Building a parking garage in downtown Reading remains a possibility, but Schreiber said construction costs could start as high as $20,000 per space.

"Plenty of communities do this," he said, "and I think part of our charge is to help you evaluate the trade-off points compared to possible alternative solutions, at least in the short-term."

The study will survey how parking is used now and provide recommendations to the town for making the most out of the existing infrastructure "in a comprehensive fashion, not just as a bunch of individual parking lots and businesses, but actually as somewhat of a shared supply," he told a crowd of more than two dozen at an Oct. 30 meeting.

An estimated 5,200 employees work within a mile of the downtown district, and another 32,000 live within 2 miles, according to the Downtown Reading Market Assessment and Business District Composition Analysis, which was compiled last year by town officials and representatives from the business community.

Peter Simms, who has owned Simms Jewelers on Main Street for 32 years, said business has taken a financial hit since the reconstruction project began but other factors played a role.

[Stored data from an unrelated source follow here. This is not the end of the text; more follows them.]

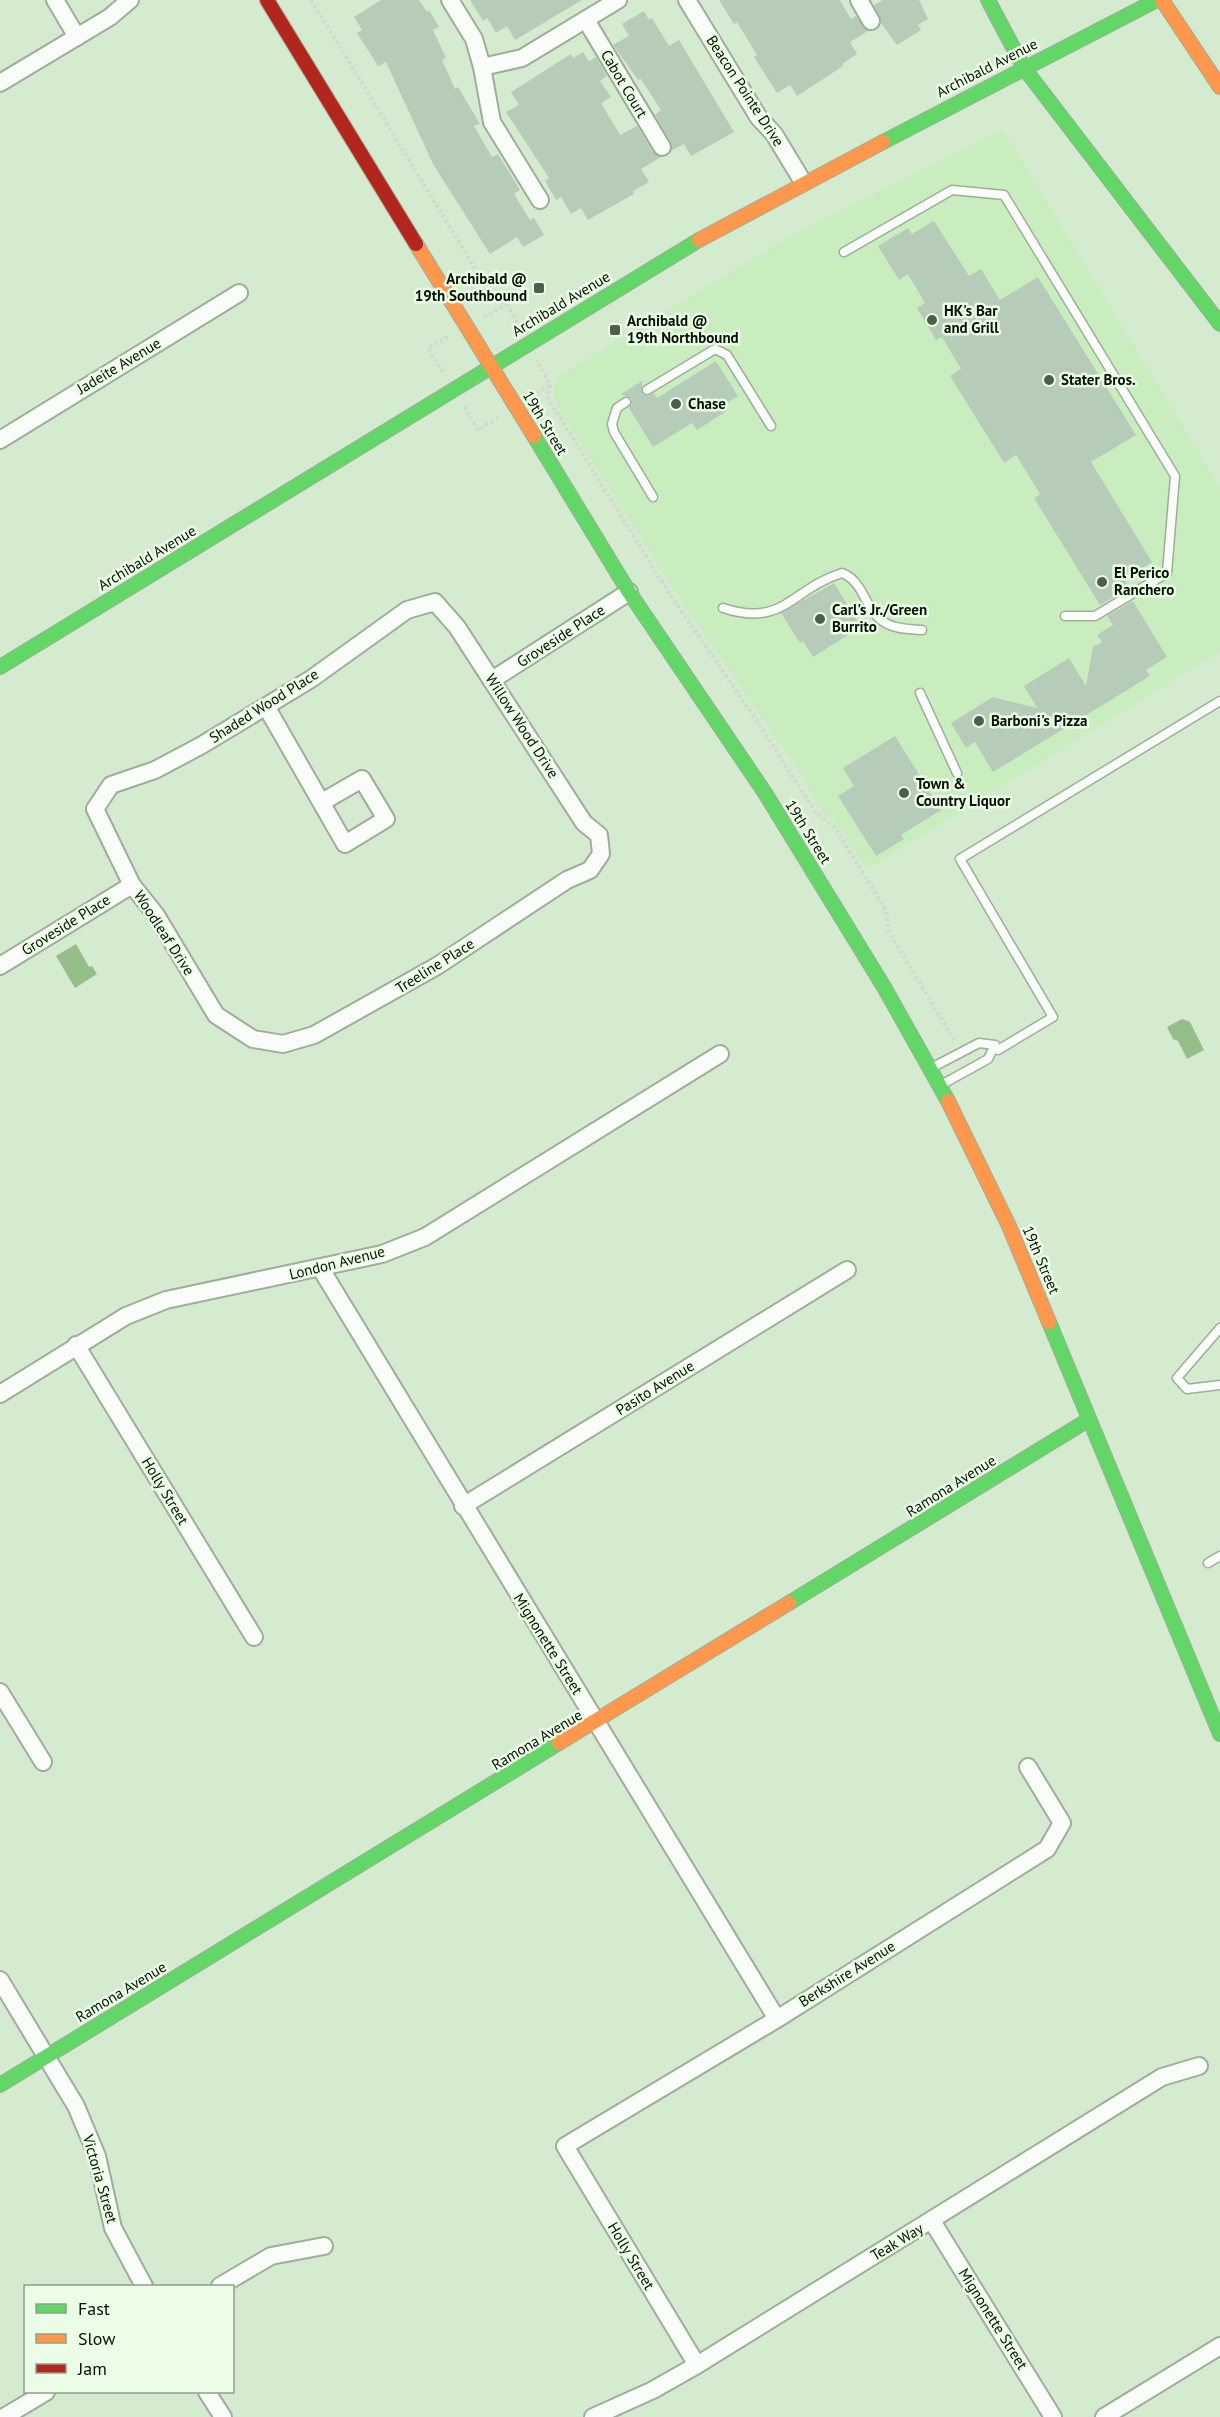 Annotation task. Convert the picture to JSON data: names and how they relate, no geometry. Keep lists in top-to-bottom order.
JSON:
{
  "streets": {
    "main road": ["Archibald Avenue", "19th Street", "Ramona Avenue"],
    "street": [
      "Cabot Court",
      "Beacon Pointe Drive",
      "Jadeite Avenue",
      "Groveside Place",
      "Shaded Wood Place",
      "Willow Wood Drive",
      "Woodleaf Drive",
      "Treeline Place",
      "London Avenue",
      "Pasito Avenue",
      "Holly Street",
      "Mignonette Street",
      "Berkshire Avenue",
      "Victoria Street",
      "Teak Way"
    ]
  },
  "crossings": [
    ["Archibald Avenue", "Beacon Pointe Drive"],
    ["Archibald Avenue", "19th Street"],
    ["19th Street", "Groveside Place"],
    ["19th Street", "Ramona Avenue"],
    ["Groveside Place", "Willow Wood Drive"],
    ["Groveside Place", "Woodleaf Drive"],
    ["Shaded Wood Place", "Willow Wood Drive"],
    ["Shaded Wood Place", "Woodleaf Drive"],
    ["Willow Wood Drive", "Treeline Place"],
    ["Woodleaf Drive", "Treeline Place"],
    ["London Avenue", "Holly Street"],
    ["London Avenue", "Mignonette Street"],
    ["Pasito Avenue", "Mignonette Street"],
    ["Ramona Avenue", "Mignonette Street"],
    ["Ramona Avenue", "Victoria Street"],
    ["Holly Street", "Berkshire Avenue"],
    ["Holly Street", "Teak Way"],
    ["Mignonette Street", "Berkshire Avenue"],
    ["Mignonette Street", "Teak Way"]
  ],
  "places": {
    "transit": ["Archibald @ 19th Southbound", "Archibald @ 19th Northbound"],
    "other": [
      "HK's Bar and Grill",
      "Stater Bros.",
      "Chase",
      "El Perico Ranchero",
      "Carl's Jr./Green Burrito",
      "Barboni's Pizza",
      "Town & Country Liquor"
    ]
  },
  "legend": ["Fast", "Slow", "Jam"]
} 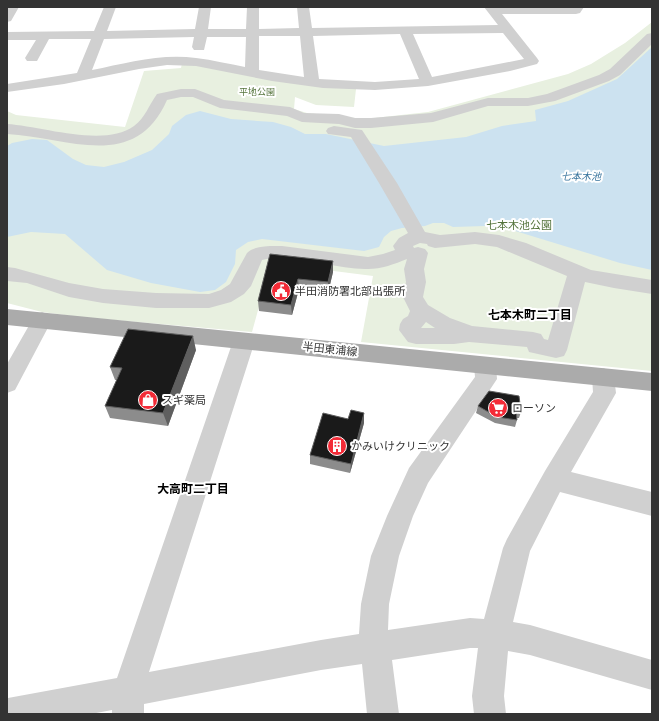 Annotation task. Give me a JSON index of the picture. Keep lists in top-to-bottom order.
{
  "streets": {
    "main road": ["半田東浦線"]
  },
  "districts": ["七本木町二丁目", "大高町二丁目"],
  "water": ["七本木池"],
  "parks": ["平地公園", "七本木池公園"],
  "places": {
    "public building": ["半田消防署北部出張所"],
    "shop": ["スギ薬局"],
    "supermarket": ["ローソン"],
    "building": ["かみいけクリニック"]
  }
} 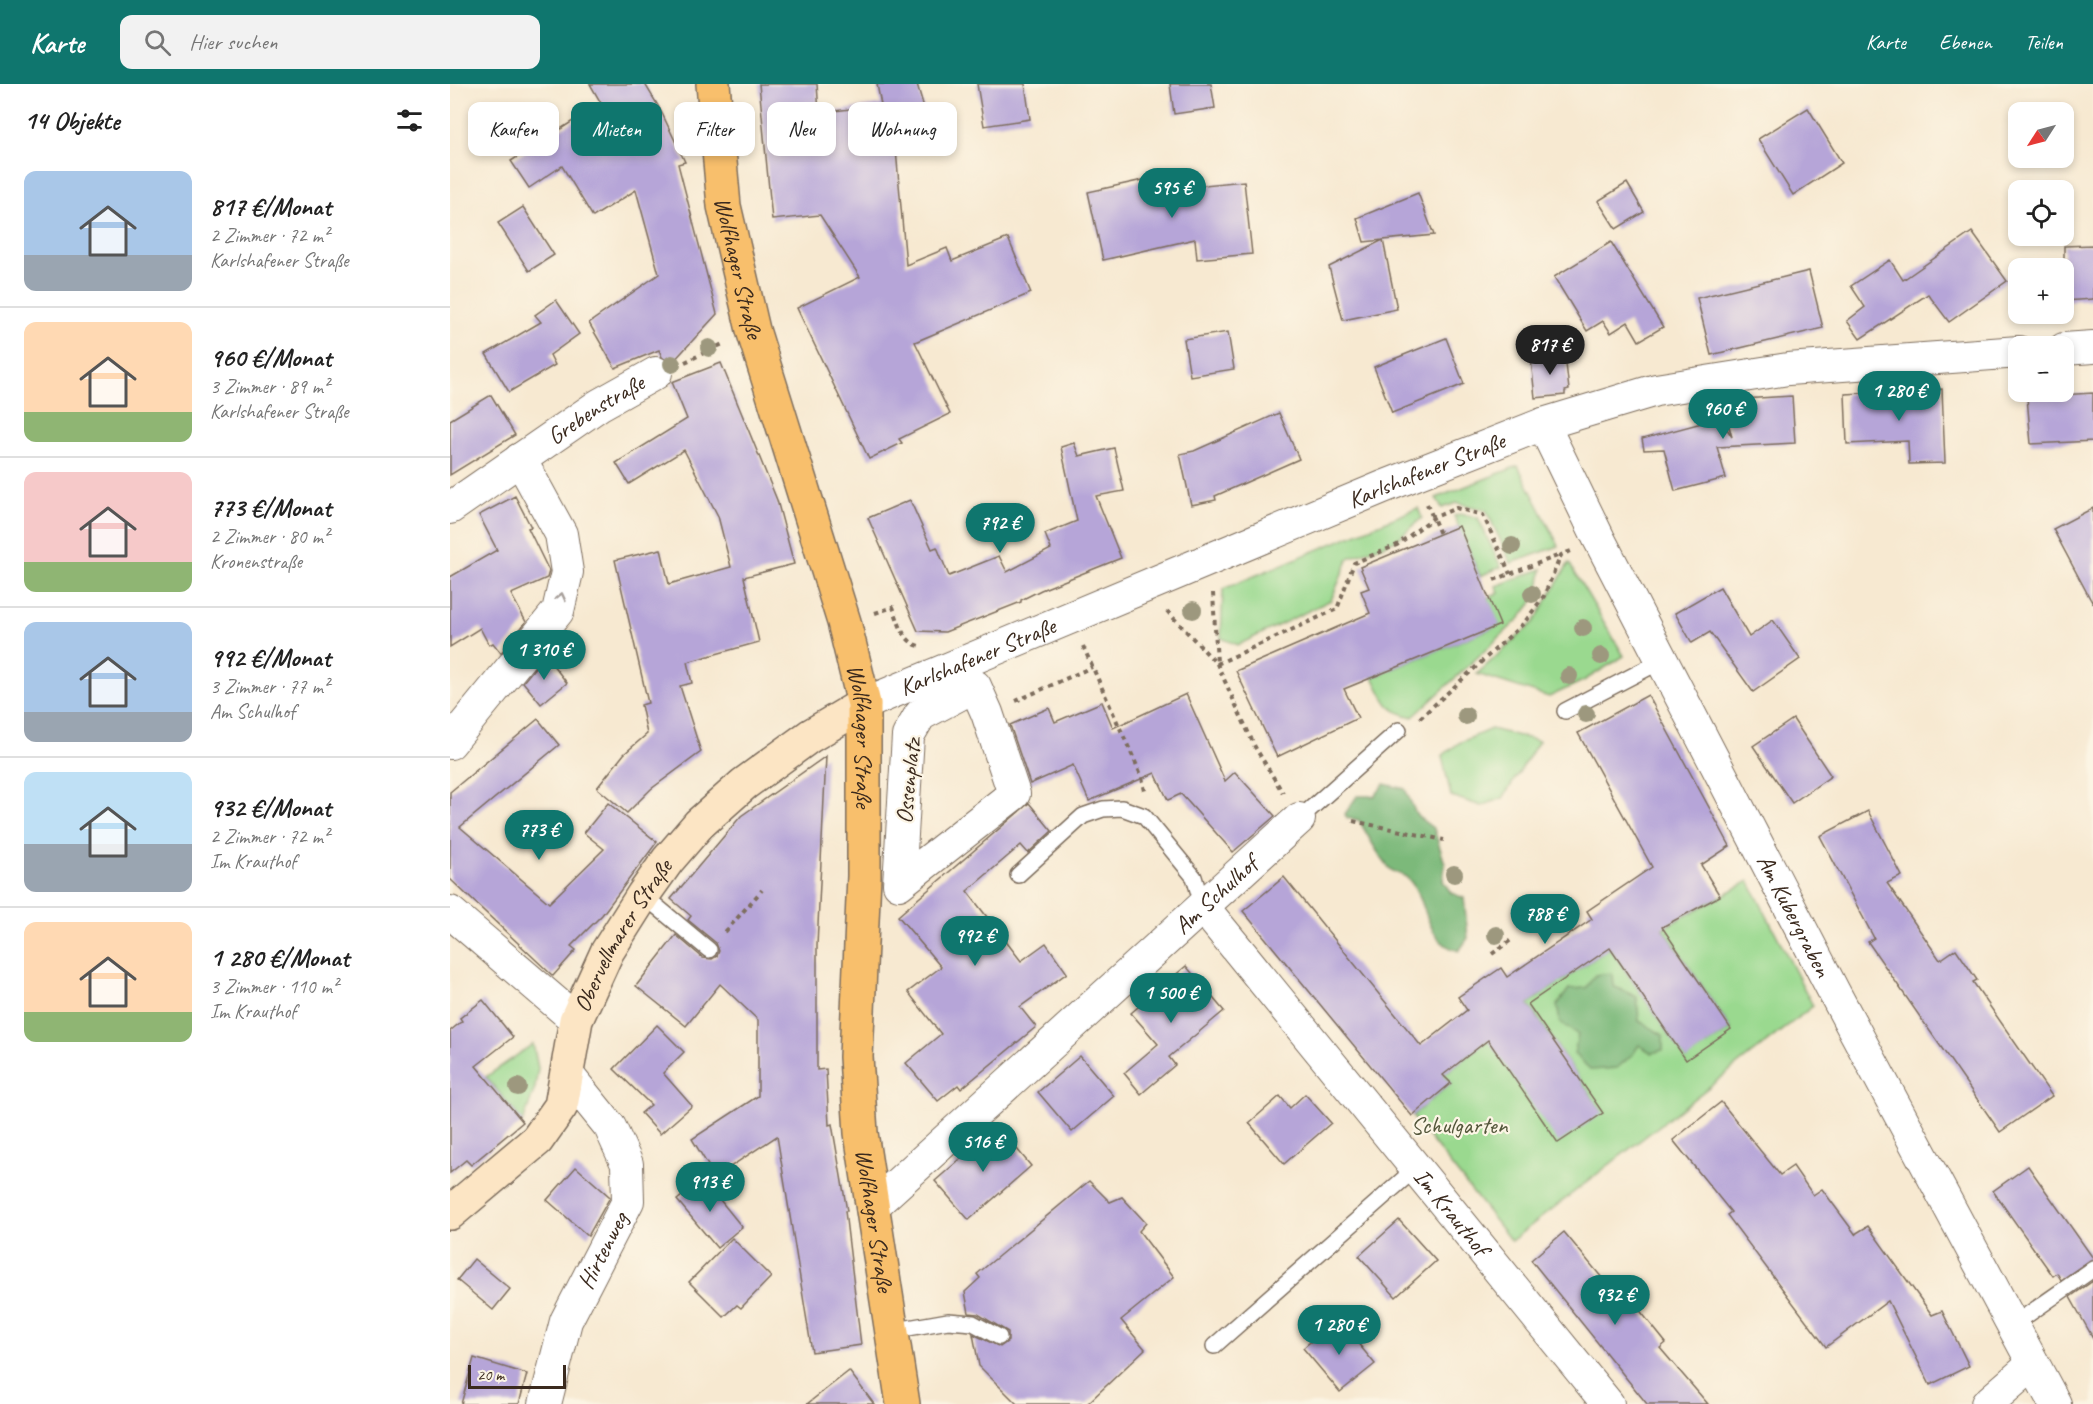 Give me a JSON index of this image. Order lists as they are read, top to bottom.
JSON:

"I think it's been slow because the economy has been slow, and that's happening right across the board," he said.

Irene Collins, executive director of the Reading-North Reading Chamber of Commerce, echoed his sentiment.

"The construction project has put a hindrance on the parking situation, but you've got to take the good with the bad," said Collins, who has worked as a liaison between businesses and town officials during construction. "You put it all together and the small mom-and-pop shops just aren't surviving right now. It's just very difficult for them to stay in business."

City officials in Medford have also been faced with recent public parking issues, which have been attributed to a lack of consistent enforcement of the various regulations.

The city does not have a parking enforcement officer, and an advisory committee has been formed to examine the laws of neighboring communities to recommend changes for next year.

In Reading, Simms serves as president of a steering committee of town officials and local merchants who helped put the reconstruction project in motion.

"Overall, people are pretty excited about it," he said last week. "Long-term, it's going to be an improvement, but in the short-term it's obviously a hassle."

The daytime parking crunch hasn't affected where Simms leaves his car. He said the shop has private space behind the building, and he rents one space across the street from the town for $360 a year.

While Reading has a part-time parking enforcement officer, Reading Chief of Police James W. Cormier maintains that there has "not been a dramatic increase" in citations issued since the two-hour time limit was put in place.

"We understand that people spend some time downtown, and we're not sitting there with a stop watch," Cormier said. "The parking enforcement officer understands the intent of the regulations and we try to enforce them based on that intent."